Warum digitale Ökosysteme?
Im Artikel Digitalisierung habe ich die Digitalen Ökosysteme als Stufe 4 des Prozesses kurz vorgestellt. In diesem Artikel möchte ich näher darauf eingehen, wie ein digitales Ökosystem gebaut werden kann. Doch zuerst und ohne Umschweife:
Digitale Ökosysteme sind komplex.
Daher sind vor allem 2 Dinge wichtig, bevor man die Entscheidung trifft, ein solches Ökosystem aufzubauen:
- Man sollte einen guten Grund dafür haben, bei dem der Nutzen eines digitalen Ökosystems den Aufwand übersteigt
- Man sollte Maßnahmen treffen um die Komplexität beherrschbar zu machen
In folgenden Szenarien bringen digitale Ökosysteme einen größeren Nutzen als die vorherigen Stufen der Digitalisierung:
- Digitale Ökosysteme können sehr gut skalieren. Sie sind daher für Einsatzgebiete mit stark wechselnder Last oder Hochlast gut geeignet.

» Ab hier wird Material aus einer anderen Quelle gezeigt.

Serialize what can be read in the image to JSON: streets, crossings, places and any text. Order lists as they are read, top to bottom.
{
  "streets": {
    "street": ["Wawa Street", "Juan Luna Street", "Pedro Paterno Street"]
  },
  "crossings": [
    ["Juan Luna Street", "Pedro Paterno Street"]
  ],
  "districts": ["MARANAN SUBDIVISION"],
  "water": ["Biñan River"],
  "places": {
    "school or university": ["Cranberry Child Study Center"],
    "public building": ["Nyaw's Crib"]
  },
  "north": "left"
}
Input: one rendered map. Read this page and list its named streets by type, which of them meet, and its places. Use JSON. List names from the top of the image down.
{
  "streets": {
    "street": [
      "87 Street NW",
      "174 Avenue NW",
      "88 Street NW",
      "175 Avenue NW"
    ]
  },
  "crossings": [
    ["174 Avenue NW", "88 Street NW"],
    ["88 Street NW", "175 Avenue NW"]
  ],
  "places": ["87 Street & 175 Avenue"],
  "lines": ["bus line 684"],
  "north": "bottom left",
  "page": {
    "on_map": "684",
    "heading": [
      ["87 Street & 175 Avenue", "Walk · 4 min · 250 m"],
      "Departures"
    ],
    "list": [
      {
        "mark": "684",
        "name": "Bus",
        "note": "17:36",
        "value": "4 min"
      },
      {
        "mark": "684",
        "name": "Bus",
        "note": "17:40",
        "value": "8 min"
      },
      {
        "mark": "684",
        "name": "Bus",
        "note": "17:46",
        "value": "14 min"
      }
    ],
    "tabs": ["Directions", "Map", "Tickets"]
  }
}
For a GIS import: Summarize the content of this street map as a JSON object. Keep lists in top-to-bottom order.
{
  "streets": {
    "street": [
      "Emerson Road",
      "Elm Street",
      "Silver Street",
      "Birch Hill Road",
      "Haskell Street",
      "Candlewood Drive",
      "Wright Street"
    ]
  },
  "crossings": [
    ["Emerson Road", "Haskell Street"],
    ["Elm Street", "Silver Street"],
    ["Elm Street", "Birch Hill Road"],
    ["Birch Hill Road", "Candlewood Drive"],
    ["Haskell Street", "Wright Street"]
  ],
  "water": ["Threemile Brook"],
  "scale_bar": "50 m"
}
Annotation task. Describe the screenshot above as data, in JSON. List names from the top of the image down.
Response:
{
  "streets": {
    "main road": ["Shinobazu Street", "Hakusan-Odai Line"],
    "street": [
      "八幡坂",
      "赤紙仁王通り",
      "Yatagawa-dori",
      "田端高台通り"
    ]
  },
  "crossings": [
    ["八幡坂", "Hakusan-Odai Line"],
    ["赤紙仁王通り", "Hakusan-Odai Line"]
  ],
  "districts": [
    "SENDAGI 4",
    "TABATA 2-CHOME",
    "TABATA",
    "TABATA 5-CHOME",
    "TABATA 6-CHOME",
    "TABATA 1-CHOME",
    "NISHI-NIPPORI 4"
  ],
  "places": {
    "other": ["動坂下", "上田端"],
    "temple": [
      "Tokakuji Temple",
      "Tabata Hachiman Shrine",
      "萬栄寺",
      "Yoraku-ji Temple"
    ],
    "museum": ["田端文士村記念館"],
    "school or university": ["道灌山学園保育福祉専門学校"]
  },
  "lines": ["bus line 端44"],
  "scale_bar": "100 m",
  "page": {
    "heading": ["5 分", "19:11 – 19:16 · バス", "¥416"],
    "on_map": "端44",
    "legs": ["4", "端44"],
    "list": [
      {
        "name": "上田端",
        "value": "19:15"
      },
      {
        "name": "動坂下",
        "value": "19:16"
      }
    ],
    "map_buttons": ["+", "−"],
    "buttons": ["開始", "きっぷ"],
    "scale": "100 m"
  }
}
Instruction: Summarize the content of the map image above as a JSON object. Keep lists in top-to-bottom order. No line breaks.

- Kern von Digitalen Ökosysteme ist die Integration: Daher sind sie sehr gut geeignet, wenn viele unterschiedliche Rollen und Akteure (Kunden, Mitarbeiter, Partnerunternehmen, etc.) mit einem System arbeiten oder wechselwirken sollen.
- Digitale Ökosysteme sind sehr flexibel: In agilen Umfeldern in denen häufig neue Geschäftsfunktionen oder Produkte entstehen oder wegfallen, spielen Digitale Ökosysteme ihre Vorteile aus.
Der Preis für ein digitales Ökosystem ist seine höhere Komplexität und aufwändigere Verwaltung im Vergleich zu Systemen auf einer niedrigeren Stufe der Digitalisierung. Das bedeutet im Umkehrschluss: Für eine Anwendungslandschaft mit geringer oder weitgehend statischer Last, die sich nicht mit externen Systemen integrieren muss, und deren Funktionsumfang ausgereift ist, gibt es keinen Grund, sie in ein digitales Ökosystem zu transformieren. In einem solchen Szenario würden lediglich die Kosten nach oben schnellen, die aus der höheren Komplexität und dem größeren Verwaltungsaufwand resultieren.
Die drei genannten Faktoren Skalierung, Integration und Flexibilität lassen sich für eine erste Auswahl auf die beiden Faktoren Skalierung und Integration reduzieren. Denn wenn ein System gut skaliert und sich einfach integriert, dann ist es meistens auch flexibel. Folglich kann man die existierenden Anwendungen in einem Unternehmen auf einem 2-dimensionalen Graphen darstellen und danach ihre Eignung für ein digitales Ökosystem bewerten:

Der Entscheidungsquadrant unterscheidet folgende Arten von Anwendungen:
- Sichere Kandidaten: Diese Gruppe von Anwendungen hat hohe Anforderungen an Skalierungsfähigkeit und Integrationsfähigkeit. Daher ist es sicher sinnvoll, an dieser Stelle ein digitales Ökosystem zu bauen.
- Gute Kandidaten: Diese Gruppe von Anwendungen hat hohe Anforderungen an die Integrationsfähigkeit, aber nicht an die Skalierungsfähigkeit. Ich würde sie dennoch in einem digitalen Ökosystem realisieren, weil der Kern eines solchen Systems die Integration ist.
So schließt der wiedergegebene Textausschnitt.